Compared with traditional color dyes, structural color has the advantages of high resolution and good stability, which can achieve full-tone modulation in the visible light range. All-dielectric metasurface structures are proposed to replace plasmonic metasurfaces with higher losses. Due to the existence of high-order dipole resonance mode in the short-wave range, the enhancement of color saturation is limited. Aiming at this problem, a feasible scheme to suppress high-order dipole mode is proposed.
In a study published in Optics Express, a research group led by Prof. GAO Jinsong from the Changchun Institute of Optics, Fine Mechanics and Physics (CIOMP) of the Chinese Academy of Sciences (CAS) proposed an all-dielectric grating structure color filter with narrow bandwidth and high-quality factor.
Using the finite difference time domain method, researchers conducted an in-depth comparative study on HfO2 gratings and SiO2/HfO2 gratings. In this process, GAO and his group found that the addition of the SiO2 layer effectively suppressed the generation trend of high-order dipole mode and improved the saturation of the structural color. The physical mechanism of the result was explained by the magnetic field distribution and the electric field vector diagram. They then explored the influence of the structural parameters on the spectral curve and the sensitivity of the polarization state.

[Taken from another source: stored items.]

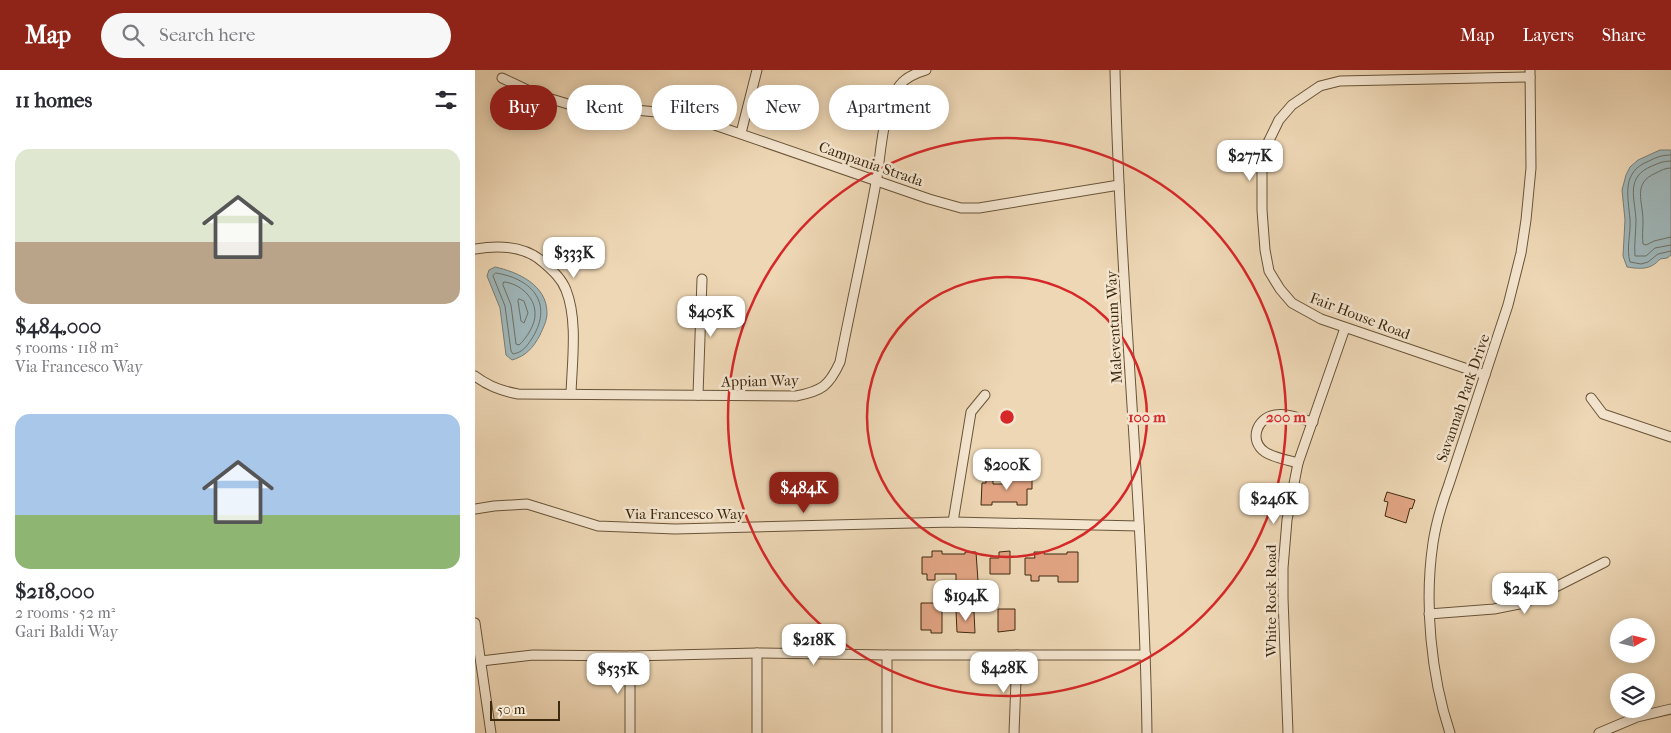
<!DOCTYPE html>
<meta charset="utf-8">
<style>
:root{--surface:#fff;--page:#f7f7f7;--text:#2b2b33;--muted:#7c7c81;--accent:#8f2418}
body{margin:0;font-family:"IM FELL French Canon",serif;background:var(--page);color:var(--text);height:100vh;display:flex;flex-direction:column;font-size:19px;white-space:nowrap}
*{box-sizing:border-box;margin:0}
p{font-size:16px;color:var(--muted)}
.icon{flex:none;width:28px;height:28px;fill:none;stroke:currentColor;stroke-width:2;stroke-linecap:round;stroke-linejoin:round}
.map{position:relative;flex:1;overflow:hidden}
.side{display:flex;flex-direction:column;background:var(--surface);width:475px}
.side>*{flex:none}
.top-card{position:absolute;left:15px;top:15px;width:475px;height:45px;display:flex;gap:10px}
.needle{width:32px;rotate:82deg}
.buttons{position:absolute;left:1135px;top:548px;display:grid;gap:10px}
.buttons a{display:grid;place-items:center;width:45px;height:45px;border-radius:50%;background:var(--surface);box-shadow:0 2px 12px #0003;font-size:25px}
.scale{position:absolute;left:15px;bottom:12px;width:70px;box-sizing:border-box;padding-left:5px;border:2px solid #3d290e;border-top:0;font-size:14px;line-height:18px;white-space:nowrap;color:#3d290e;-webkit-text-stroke:4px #f4e5cf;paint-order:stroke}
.price{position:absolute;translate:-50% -42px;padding:0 11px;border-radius:10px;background:#fff;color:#222;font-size:16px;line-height:32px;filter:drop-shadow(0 1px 2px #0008)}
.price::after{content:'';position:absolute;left:50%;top:30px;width:15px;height:11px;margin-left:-8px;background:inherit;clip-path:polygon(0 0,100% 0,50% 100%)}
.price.current{background:var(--accent);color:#fff}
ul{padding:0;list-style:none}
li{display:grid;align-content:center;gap:10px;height:265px;padding:0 15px}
li span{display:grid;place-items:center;height:155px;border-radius:15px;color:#555}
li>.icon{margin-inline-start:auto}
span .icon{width:90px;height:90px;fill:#fffc;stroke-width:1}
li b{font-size:21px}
h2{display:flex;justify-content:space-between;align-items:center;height:60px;padding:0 15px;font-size:21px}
.chip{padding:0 18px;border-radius:22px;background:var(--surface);box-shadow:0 2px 12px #0003;font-size:18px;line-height:45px}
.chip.current{background:var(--accent);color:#fff}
header{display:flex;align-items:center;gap:30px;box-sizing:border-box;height:70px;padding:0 25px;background:var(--accent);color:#fff}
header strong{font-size:24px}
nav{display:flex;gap:28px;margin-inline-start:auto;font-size:18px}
.search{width:350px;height:45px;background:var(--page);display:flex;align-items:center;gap:12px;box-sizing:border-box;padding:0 18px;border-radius:28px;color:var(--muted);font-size:19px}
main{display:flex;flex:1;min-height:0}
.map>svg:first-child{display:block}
</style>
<header>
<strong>Map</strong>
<div class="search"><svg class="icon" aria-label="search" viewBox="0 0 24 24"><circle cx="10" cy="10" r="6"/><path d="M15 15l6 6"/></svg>Search here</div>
<nav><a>Map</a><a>Layers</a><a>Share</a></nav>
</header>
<main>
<section class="side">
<h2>11 homes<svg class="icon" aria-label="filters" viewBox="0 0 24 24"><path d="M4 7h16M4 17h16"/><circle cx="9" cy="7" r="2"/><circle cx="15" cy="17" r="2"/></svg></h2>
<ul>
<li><span style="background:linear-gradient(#dfe7d0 60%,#b9a48a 0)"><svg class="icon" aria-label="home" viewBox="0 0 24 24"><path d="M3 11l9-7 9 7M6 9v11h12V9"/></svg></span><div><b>$484,000</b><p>5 rooms · 118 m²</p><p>Via Francesco Way</p></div></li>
<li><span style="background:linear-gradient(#a9c7e8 65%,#8fb573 0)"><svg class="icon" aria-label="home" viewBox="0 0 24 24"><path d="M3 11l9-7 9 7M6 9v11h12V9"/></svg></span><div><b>$218,000</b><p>2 rooms · 52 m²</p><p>Gari Baldi Way</p></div></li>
</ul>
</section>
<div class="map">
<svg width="1196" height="663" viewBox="0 0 1196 663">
<rect width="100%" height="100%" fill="#eed7b5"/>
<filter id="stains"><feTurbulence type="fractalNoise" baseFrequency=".004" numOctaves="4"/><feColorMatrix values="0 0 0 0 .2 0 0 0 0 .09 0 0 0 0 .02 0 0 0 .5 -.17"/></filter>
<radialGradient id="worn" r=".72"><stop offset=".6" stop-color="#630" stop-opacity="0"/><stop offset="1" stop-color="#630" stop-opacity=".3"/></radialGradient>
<!-- water -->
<g fill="#9fb6b9" stroke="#787e75">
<path d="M1185 80H1196V185L1192 188 1185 189C1176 200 1165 199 1152 197L1148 186 1150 150 1147 120 1151 105 1155 97 1163 90Z"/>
<path d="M20 197C43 202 72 215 72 243 72 251 68 258 65 265 58 278 51 286 37 290L31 285 25 238 12 206 14 200Z"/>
</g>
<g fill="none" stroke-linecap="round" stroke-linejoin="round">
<!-- shore -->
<g stroke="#6e7064" stroke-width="1">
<path d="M1196 85C1187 85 1182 87 1174 91 1146 102 1153 125 1155 150 1156 163 1151 178 1155 192L1166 194 1173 192 1183 184 1196 181"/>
<path d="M1196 91C1188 91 1184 93 1177 96 1150 107 1160 128 1161 150 1161 162 1159 174 1160 186H1171L1180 178 1196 175"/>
<path d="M1196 98C1190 98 1187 100 1181 103 1157 113 1168 131 1168 151 1168 159 1167 166 1168 174L1171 175 1179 171 1196 167"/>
<path d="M21 203C59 209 79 235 56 270 51 277 48 282 38 284L36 281 30 236 18 206Z"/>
<path d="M29 212C44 213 60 227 60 243 61 254 51 269 44 275L41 274 36 235 28 215Z"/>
<polygon points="44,229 49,231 53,243 49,253 46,251 43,231"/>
</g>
</g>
<!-- building -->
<g fill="#e1a483" stroke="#3d290e">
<polygon points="532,405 552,405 552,408 557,408 557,419 552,419 552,435 542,435 542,432 517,432 517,435 506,435 507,413 511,413 511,408 518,408 518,414 532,414"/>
<polygon points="912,422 940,430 937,439 935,438 931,453 910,446 913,432 909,431"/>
<polygon points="457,481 467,481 467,484 490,484 490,482 501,482 503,511 481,512 481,504 460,504 460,510 452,510 452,504 447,504 447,487 457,487"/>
<polygon points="535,481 535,504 515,504 515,488 524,488 524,482"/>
<polygon points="559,482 569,482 569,484 592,484 592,482 603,482 603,512 583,512 583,506 564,506 564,511 556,511 556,505 550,505 550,488 560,488"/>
<polygon points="446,533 467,533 467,563 456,563 456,560 446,560"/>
<polygon points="523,539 540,539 540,560 523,562"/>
<polygon points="481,541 499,542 500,563 482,562"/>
</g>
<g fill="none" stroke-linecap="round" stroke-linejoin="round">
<defs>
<g id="street">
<path d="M640 0C645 221 669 442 672 663"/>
<polyline points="27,8 63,25 93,34 193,43 228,51 454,129 486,138 504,138 644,115"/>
<polyline points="266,63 282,0"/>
<path d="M0 179C24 175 51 176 69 193 78 201 87 209 91 220 103 250 97 292 96 324"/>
<polyline points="1010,305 846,249 817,233 805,219 794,201 790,180 787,140 787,85 804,50 817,35 845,16 865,11 1055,7"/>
<path d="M0 306C13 316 26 321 43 324L321 326C347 321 354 316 365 292 377 230 391 169 402 107 406 82 408 35 425 15 431 7 441 3 451 0"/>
<polyline points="223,325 227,209"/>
<polyline points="1116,328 1128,344 1196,367"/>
<path d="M823 393C813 390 799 388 790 382 774 371 781 348 800 345 813 343 825 349 838 352"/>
<polyline points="0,439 19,436 52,434 123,456 200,459 478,452 664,456"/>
<polyline points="478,452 496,342 510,325"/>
<polyline points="954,544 1019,539 1049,533 1130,492"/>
<polyline points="0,553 16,663"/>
<polyline points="282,583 282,663"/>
<polyline points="6,591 58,585 155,586 282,583 412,585 671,585"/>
<polyline points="155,663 155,586"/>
<polyline points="412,663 412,585"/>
<polyline points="539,663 542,585"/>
<polyline points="813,663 808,528 808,498 812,450 823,393 870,258"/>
<path d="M975 663C956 606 949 533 958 473 961 453 967 433 974 414L1033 235 1046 183 1051 150 1056 98 1055 0"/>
<polyline points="1124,663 1162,647 1196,639"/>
</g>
</defs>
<!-- street casing -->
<use href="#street" stroke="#695438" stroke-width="11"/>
<!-- street -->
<use href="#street" stroke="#f4e5cf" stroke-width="9"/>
</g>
<!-- distance rings -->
<g fill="none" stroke="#d62828" stroke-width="2.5">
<circle cx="532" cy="347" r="140"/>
<circle cx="532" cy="347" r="279"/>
</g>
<g text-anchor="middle" stroke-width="5" stroke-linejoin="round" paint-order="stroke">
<!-- street labels -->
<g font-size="15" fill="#3d290e" stroke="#f4e5cf">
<text transform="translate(396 94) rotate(19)" y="5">Campania Strada</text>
<text transform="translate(885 246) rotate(21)" y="5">Fair House Road</text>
<text transform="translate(639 257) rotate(-93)" y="5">Maleventum Way</text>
<text transform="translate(285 311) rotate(-1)" y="5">Appian Way</text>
<text transform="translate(988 328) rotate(-71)" y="5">Savannah Park Drive</text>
<text x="210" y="449">Via Francesco Way</text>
<text transform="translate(796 531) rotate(-90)" y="5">White Rock Road</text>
</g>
</g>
<circle cx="532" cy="347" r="8" fill="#d62828" stroke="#f4e5cf" stroke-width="2.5"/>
<g font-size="15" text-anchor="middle" font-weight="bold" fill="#d62828" stroke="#f4e5cf" stroke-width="5" stroke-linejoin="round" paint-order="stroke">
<text x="672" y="352">100 m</text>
<text x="811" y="352">200 m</text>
</g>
<rect width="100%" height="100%" filter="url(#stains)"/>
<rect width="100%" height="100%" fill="url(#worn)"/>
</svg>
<div class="buttons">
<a><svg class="needle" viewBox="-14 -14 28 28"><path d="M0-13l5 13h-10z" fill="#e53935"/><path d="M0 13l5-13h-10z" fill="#7c7c81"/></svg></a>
<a><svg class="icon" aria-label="layers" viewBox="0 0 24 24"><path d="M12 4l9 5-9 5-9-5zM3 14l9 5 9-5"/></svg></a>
</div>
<div class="scale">50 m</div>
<b class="price" style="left:775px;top:112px">$277K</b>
<b class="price" style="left:99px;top:209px">$333K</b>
<b class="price" style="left:236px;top:268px">$405K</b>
<b class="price" style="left:532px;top:421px">$200K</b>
<b class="price current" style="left:329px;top:444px">$484K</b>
<b class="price" style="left:799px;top:455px">$246K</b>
<b class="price" style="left:1050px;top:545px">$241K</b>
<b class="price" style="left:491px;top:552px">$194K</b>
<b class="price" style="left:339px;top:596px">$218K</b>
<b class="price" style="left:529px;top:624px">$428K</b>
<b class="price" style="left:143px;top:625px">$535K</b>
<div class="top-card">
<a class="chip current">Buy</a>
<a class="chip">Rent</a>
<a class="chip">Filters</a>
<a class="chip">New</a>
<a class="chip">Apartment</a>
</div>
</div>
</main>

Based on the above finding, the all-dielectric grating proposed by the researchers ensured that the reflectivity at the peak position is close to 1, and the transmittance at the non-resonant peak position exceeds 99%. The realization chromaticity coordinates occupied most of the area of the CIE-1931 chromaticity diagram. By adjusting the duty cycle, researchers obtained the excellent spectral characteristics with the FWHM =2nm and the quality factor Q=424.5.
This all-dielectric grating has excellent characteristics of high structural color quality, low full width of half maximum and high-quality factor, which is of great significance to the fields of sensing, display imaging and other fields, according to the researchers.